I couldn’t watch the Golden Globes tonight because the all black protest was sickening. I’d rather all of those hypocrites say that they felt powerless, that they didn’t know what to do, the way Harvey’s victims felt, except they couldn’t possibly know how Harvey’s victims felt, unless they were victims themselves.

 

And if they were victims they’d know that no amount of black could ever make it right.

 

 

 

 

 

Shamed Into Silence

I said no. Actually I said please, no, to him, as if manners would make a difference with someone who was forcing me to do something I did not want to do. It is something I will never forget, the part where I said please, please in a sentence where I was pleading with him to please not force me.

 

There was no confusion about it; at least I don’t see where the confusion could have been. There were no mixed messages. I told him no. I told him I didn’t want to be there. I asked him to please let me leave. I asked him to please not make me do what he was making me to do.

 

Later he took me home. We made small talk in his car as if what had happened had been consensual in any way. It wasn’t. There was no part where I said yes, no part where I said anything to him that could have made him believe I was interested.

 

I told people, though when I did it was with shame, as if the shame was on me and not him. I told people because somewhere in the deepest part of me I knew that what he did was wrong.

 

He confronted me in a crowded bar. He told me I wanted it. He told me that I went along. He left out the part where I asked him to please not force me. He left the part out where he did things that made me fear for my life.

 

People told me I was confused. People told me I was drunk. People told me I was desperate.

 

People told me he never would have done that. Even after he did.

 

I was 17. He was in his 30’s.

 

For years I convinced myself that everyone was right, that I must have done something to make him believe it was ok. I must have been desperate. I wasn’t forceful enough when I said no.

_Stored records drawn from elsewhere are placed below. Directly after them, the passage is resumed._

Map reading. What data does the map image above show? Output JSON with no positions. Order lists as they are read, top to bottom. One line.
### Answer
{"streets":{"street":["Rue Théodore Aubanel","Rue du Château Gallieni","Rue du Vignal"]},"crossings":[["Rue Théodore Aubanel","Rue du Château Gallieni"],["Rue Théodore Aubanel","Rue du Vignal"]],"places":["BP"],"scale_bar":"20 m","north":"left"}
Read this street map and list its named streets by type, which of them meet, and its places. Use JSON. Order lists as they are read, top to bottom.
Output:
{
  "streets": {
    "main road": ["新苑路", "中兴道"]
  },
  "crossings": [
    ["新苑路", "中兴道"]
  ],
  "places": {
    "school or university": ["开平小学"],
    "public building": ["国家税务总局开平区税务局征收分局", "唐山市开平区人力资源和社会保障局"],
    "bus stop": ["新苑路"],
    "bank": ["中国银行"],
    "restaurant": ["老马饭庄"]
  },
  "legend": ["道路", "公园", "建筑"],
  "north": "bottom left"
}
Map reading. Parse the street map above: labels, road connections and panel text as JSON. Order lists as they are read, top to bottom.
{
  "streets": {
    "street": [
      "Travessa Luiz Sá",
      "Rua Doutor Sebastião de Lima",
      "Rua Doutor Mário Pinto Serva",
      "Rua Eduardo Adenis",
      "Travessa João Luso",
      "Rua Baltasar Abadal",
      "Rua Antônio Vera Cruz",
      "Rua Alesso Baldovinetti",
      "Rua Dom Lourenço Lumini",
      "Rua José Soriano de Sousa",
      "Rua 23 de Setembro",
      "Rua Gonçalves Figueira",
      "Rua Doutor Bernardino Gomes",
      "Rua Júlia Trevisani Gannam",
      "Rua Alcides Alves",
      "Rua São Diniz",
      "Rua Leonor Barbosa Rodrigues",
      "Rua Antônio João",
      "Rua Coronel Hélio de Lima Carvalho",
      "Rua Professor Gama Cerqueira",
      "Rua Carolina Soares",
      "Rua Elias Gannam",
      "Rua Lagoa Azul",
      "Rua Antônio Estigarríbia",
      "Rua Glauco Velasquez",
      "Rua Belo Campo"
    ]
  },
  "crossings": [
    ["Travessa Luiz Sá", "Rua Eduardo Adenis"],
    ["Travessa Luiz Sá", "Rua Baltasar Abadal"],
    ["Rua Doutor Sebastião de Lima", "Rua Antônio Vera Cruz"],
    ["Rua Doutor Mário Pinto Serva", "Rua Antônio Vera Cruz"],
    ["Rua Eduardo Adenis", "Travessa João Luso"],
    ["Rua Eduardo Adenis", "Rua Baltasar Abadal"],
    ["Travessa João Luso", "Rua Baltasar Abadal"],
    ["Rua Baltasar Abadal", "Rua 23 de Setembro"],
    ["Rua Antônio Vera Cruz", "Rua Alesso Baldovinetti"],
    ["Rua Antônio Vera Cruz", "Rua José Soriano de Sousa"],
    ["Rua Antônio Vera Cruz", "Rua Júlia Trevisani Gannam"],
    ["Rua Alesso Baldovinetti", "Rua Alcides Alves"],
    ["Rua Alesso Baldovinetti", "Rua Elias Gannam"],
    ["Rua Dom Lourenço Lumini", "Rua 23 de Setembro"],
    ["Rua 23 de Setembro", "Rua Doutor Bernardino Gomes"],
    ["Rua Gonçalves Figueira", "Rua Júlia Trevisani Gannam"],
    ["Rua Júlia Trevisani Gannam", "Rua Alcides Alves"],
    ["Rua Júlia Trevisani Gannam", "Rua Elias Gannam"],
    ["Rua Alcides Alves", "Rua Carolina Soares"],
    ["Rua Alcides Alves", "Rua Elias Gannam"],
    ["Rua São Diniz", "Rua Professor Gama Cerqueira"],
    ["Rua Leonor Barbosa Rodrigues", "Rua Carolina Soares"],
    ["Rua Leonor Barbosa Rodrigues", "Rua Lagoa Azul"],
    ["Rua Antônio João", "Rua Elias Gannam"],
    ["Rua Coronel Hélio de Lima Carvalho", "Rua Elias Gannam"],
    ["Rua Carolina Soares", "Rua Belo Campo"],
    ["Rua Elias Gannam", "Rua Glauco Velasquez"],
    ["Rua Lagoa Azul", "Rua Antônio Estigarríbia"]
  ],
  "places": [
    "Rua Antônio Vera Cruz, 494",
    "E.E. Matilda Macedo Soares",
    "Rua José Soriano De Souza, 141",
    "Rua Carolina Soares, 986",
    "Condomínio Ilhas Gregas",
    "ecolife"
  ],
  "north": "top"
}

I told myself I wasn’t forceful enough when I said no, more than once, with tears in my eyes.

 

It is over 30 years later and not much has changed, except that I know that desperation had nothing to do with it. I know that my no was clear. It is something that should not have taken 30 years. It is something that shouldn’t have taken 30 seconds.

 

I was shamed into silence when the shame did not belong to me. I know that there are other women who understand that even if they are not out from under it.

 

Forget a society that still blames victims and celebrates those committing sexual assault. What we women do to ourselves in the aftermath is worse, yes, aided by a society that, even to this day, seems unable to understand sexual assault.

 

 

I look back often at that 17-year-old girl who was confronted in that bar and wish I could yell in her ear. I wish I could tell her not to back down, that he did everything she said he did. Instead all I can do is tell that woman who is turning 50 that it was not her fault, that she did nothing wrong.

 

Sexual assault is not your fault, unless you are the garbage assaulting someone. We all need to be on that page and stop the silence.

 

Please don’t tell me you’re sorry after you read this. Just please do better. We all need to do better.